▸ **THE DATA**:
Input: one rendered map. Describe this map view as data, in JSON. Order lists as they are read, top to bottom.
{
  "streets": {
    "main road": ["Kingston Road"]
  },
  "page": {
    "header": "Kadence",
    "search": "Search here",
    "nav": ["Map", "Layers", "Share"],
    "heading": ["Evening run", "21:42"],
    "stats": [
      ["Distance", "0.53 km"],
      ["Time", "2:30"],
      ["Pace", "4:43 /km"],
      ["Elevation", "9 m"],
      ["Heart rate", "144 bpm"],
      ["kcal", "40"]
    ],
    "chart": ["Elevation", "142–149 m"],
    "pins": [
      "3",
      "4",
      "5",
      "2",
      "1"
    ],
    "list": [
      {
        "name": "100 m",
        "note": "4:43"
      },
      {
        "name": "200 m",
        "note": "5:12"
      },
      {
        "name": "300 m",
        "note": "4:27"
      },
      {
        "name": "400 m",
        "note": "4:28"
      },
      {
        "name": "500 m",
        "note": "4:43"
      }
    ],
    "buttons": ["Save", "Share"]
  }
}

▸ **ASSIGNMENT**:
Restate the records above verbatim, omitting no line.

▸ **OUTPUT OF THE TASK**:
Input: one rendered map. Describe this map view as data, in JSON. Order lists as they are read, top to bottom.
{
  "streets": {
    "main road": ["Kingston Road"]
  },
  "page": {
    "header": "Kadence",
    "search": "Search here",
    "nav": ["Map", "Layers", "Share"],
    "heading": ["Evening run", "21:42"],
    "stats": [
      ["Distance", "0.53 km"],
      ["Time", "2:30"],
      ["Pace", "4:43 /km"],
      ["Elevation", "9 m"],
      ["Heart rate", "144 bpm"],
      ["kcal", "40"]
    ],
    "chart": ["Elevation", "142–149 m"],
    "pins": [
      "3",
      "4",
      "5",
      "2",
      "1"
    ],
    "list": [
      {
        "name": "100 m",
        "note": "4:43"
      },
      {
        "name": "200 m",
        "note": "5:12"
      },
      {
        "name": "300 m",
        "note": "4:27"
      },
      {
        "name": "400 m",
        "note": "4:28"
      },
      {
        "name": "500 m",
        "note": "4:43"
      }
    ],
    "buttons": ["Save", "Share"]
  }
}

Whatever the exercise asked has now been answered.